Tuesday 16 September 2008

The Blog Baton

I am a huge proponent of small business not corporatised business in the same way I am all for local and regional autonomy, because the dissemination of power means more diversity and more choice for more people.

Which is one of the reasons I love living in the country: the decentralisation of sovereignty, and why I love being a part of the blogosphere: the decentralisation of information.

Last night I taught the final class for this term's course on blogging. Just as I felt when I taught English in Thailand, I felt so proud when my students got the hang of what they were doing.

Here is a snapshot of what some of them are doing:

4 comments:

farmdoc said...

Congratulations, teacher Meg. I've looked at all four linked blogs, and I think they are a credit to you - and to the bloggers. I am proud of you. xx

ToneMasterTone said...

OK - this is actually one of my bugbears.

Small business is actually the devil spawn.

No, really.

Staff in small businesses are much more likely to be poorly treated, be without benefits, harassed etc., as well as not paying their fair share of taxes because of book cooking.
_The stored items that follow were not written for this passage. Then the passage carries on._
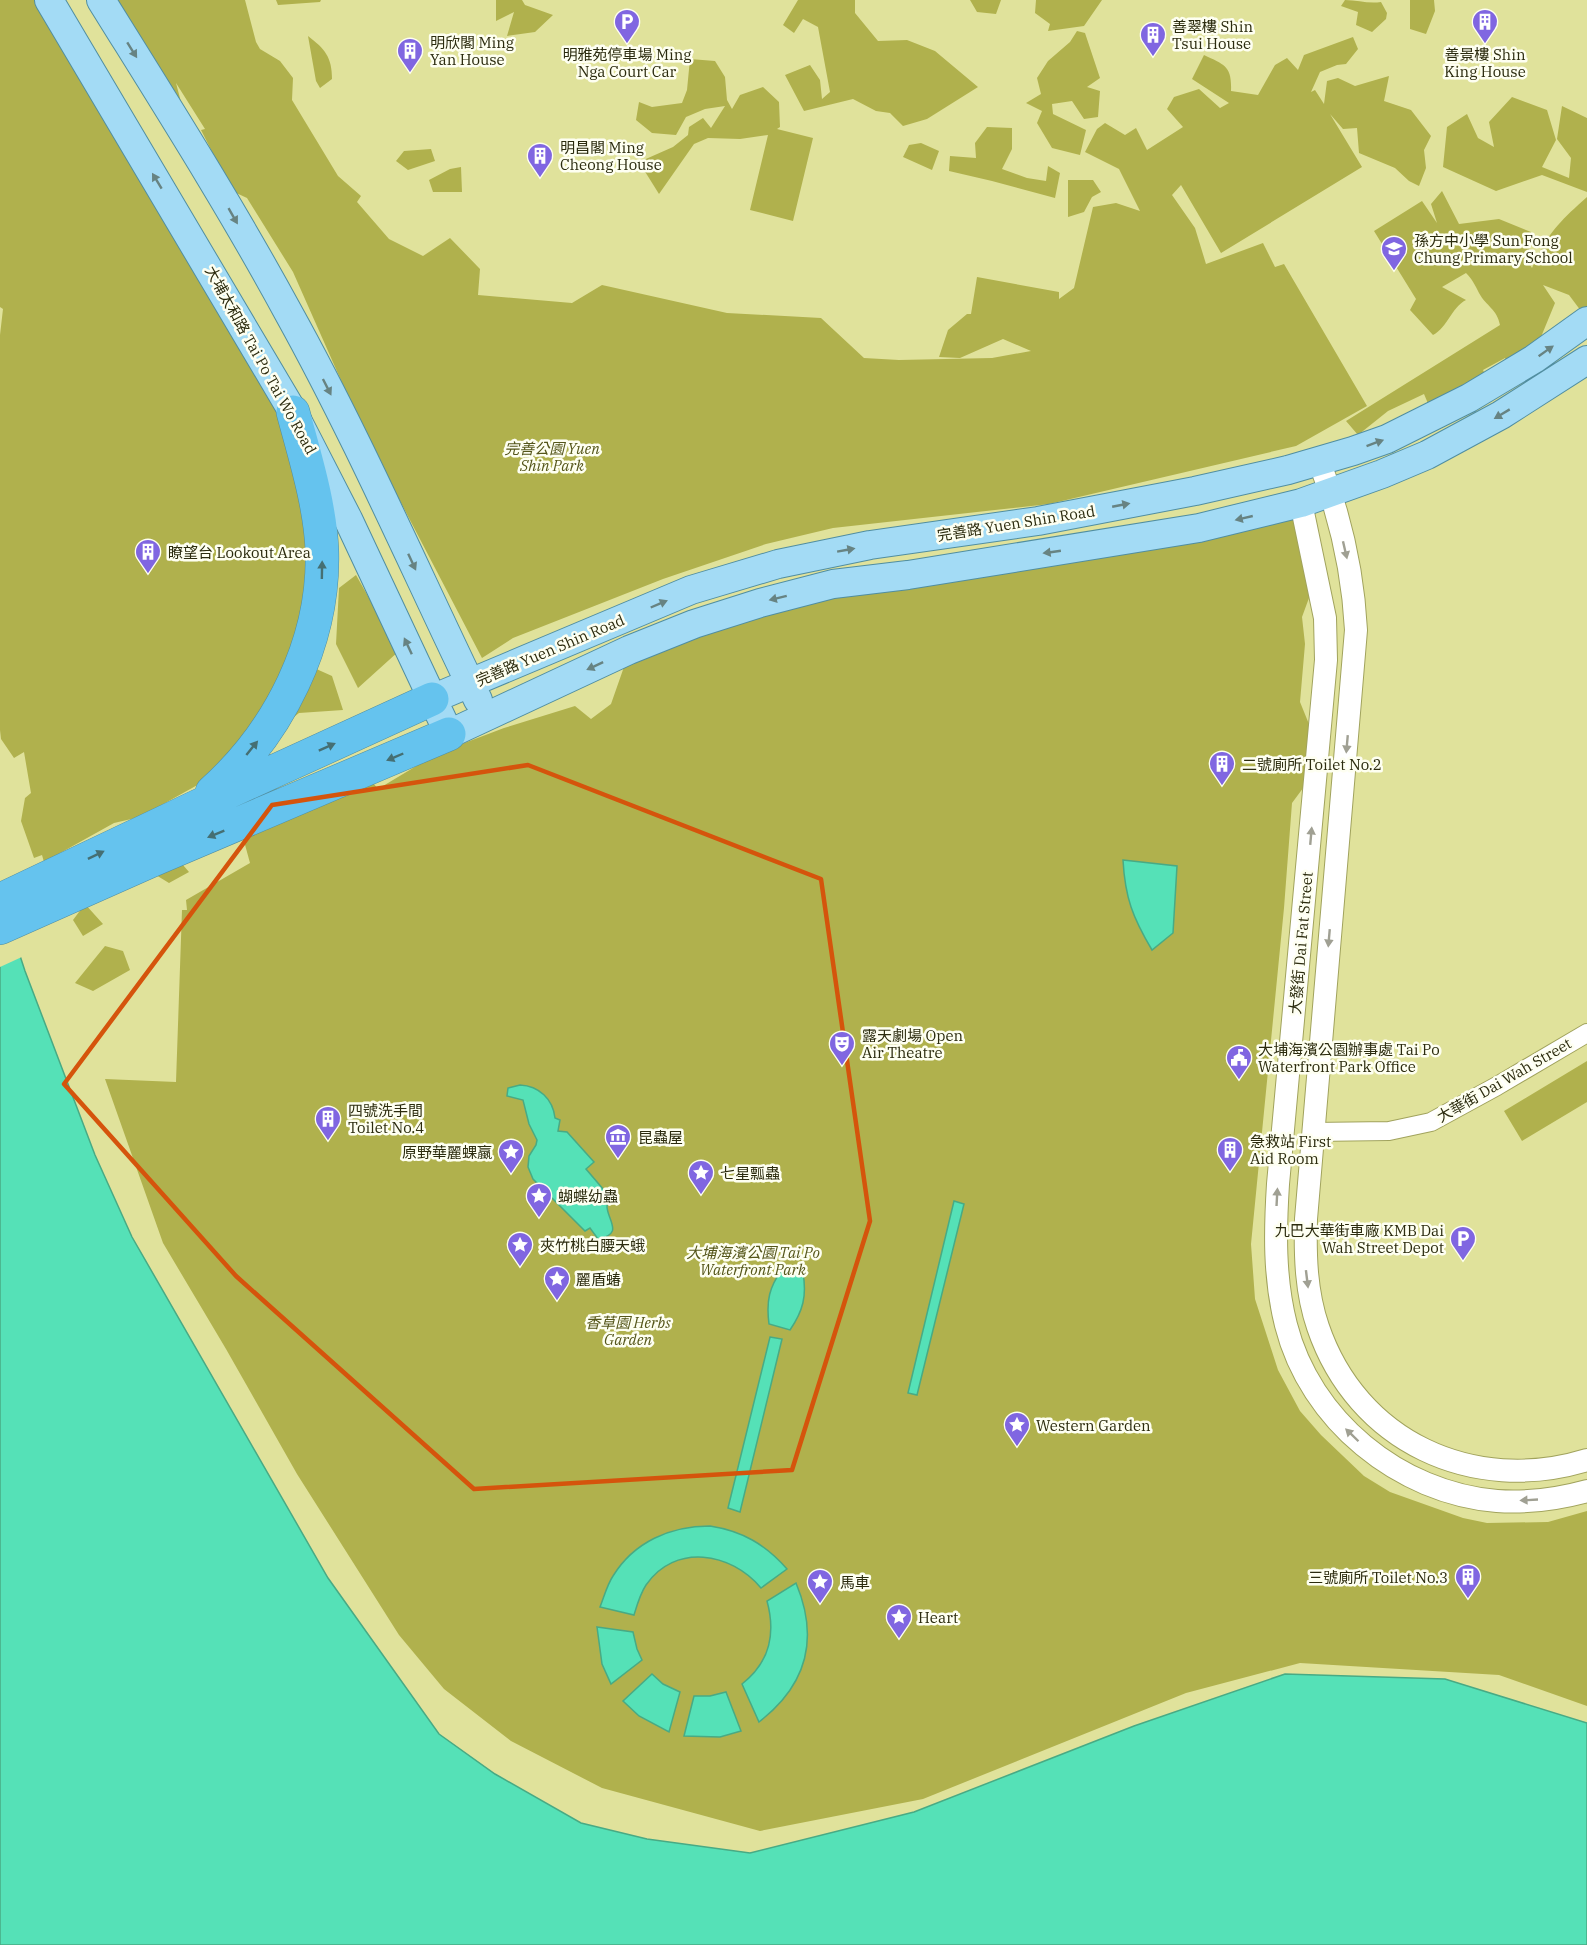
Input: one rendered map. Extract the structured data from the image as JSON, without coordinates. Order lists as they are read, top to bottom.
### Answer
{
  "streets": {
    "main road": ["大埔太和路 Tai Po Tai Wo Road", "完善路 Yuen Shin Road"],
    "street": ["大發街 Dai Fat Street", "大華街 Dai Wah Street"]
  },
  "crossings": [
    ["大埔太和路 Tai Po Tai Wo Road", "完善路 Yuen Shin Road"],
    ["完善路 Yuen Shin Road", "大發街 Dai Fat Street"],
    ["大發街 Dai Fat Street", "大華街 Dai Wah Street"]
  ],
  "parks": ["完善公園 Yuen Shin Park", "大埔海濱公園 Tai Po Waterfront Park", "香草園 Herbs Garden"],
  "places": {
    "parking": ["明雅苑停車場 Ming Nga Court Car", "九巴大華街車廠 KMB Dai Wah Street Depot"],
    "building": [
      "善景樓 Shin King House",
      "善翠樓 Shin Tsui House",
      "明欣閣 Ming Yan House",
      "明昌閣 Ming Cheong House",
      "瞭望台 Lookout Area",
      "二號廁所 Toilet No.2",
      "四號洗手間 Toilet No.4",
      "急救站 First Aid Room",
      "三號廁所 Toilet No.3"
    ],
    "school or university": ["孫方中小學 Sun Fong Chung Primary School"],
    "theatre": ["露天劇場 Open Air Theatre"],
    "public building": ["大埔海濱公園辦事處 Tai Po Waterfront Park Office"],
    "museum": ["昆蟲屋"],
    "place": [
      "原野華麗蜾蠃",
      "七星瓢蟲",
      "蝴蝶幼蟲",
      "夾竹桃白腰天蛾",
      "麗盾蝽",
      "Western Garden",
      "馬車",
      "Heart"
    ]
  }
}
This is not to say that corporatised businesses are paragons of virtue, but they are much more regulated and are more likely to follow government regulations than do small businesses.

The difference is that corporatised businesses are much larger in scale, so when they do wrong, it's much more noticeable. The shafting of workers, the shoddy food handling, the lack of tax paying is more prevalent in small businesses, but it's done in smaller increments that are much less scandalous.

And I say this having worked for my parents in fish and chip shops in my younger years and at a franchise video store. These small businesses sucked big time -- my parents sucked big time as employers. I have been better treated in larger corporations.

Anyway, that's what I reckon. We can still be friends even if we disagree on this, right?

Meg said...

Of course we can still be friends!

But after we have all died because governments allowed big business bosses in expensive suits to suck the life out of the Earth in the name of shareholder profits, I hope my version of heaven comes true and not yours: heterogeneous, diverse and not a shopping mall in sight.

I hope Milton Friedman is rolling in his grave.

Di said...

I agree- small business stinks!, especially fish and chip shops and video franchises.

But surely Meg was talking about really, really small businesses and self-employed people, not about poorly run sweat shops run by people who just are not competent and are ignorant about how to deal with other people they might have working for them.

Actually we need a mixed economy: big businesses and government departments, small businesses (even fish and chip shops) and self-employed people who have some kind of skill they can get by on. And in that context it's great that people can pick up new skills in community learning places, eg how to blog or whatever.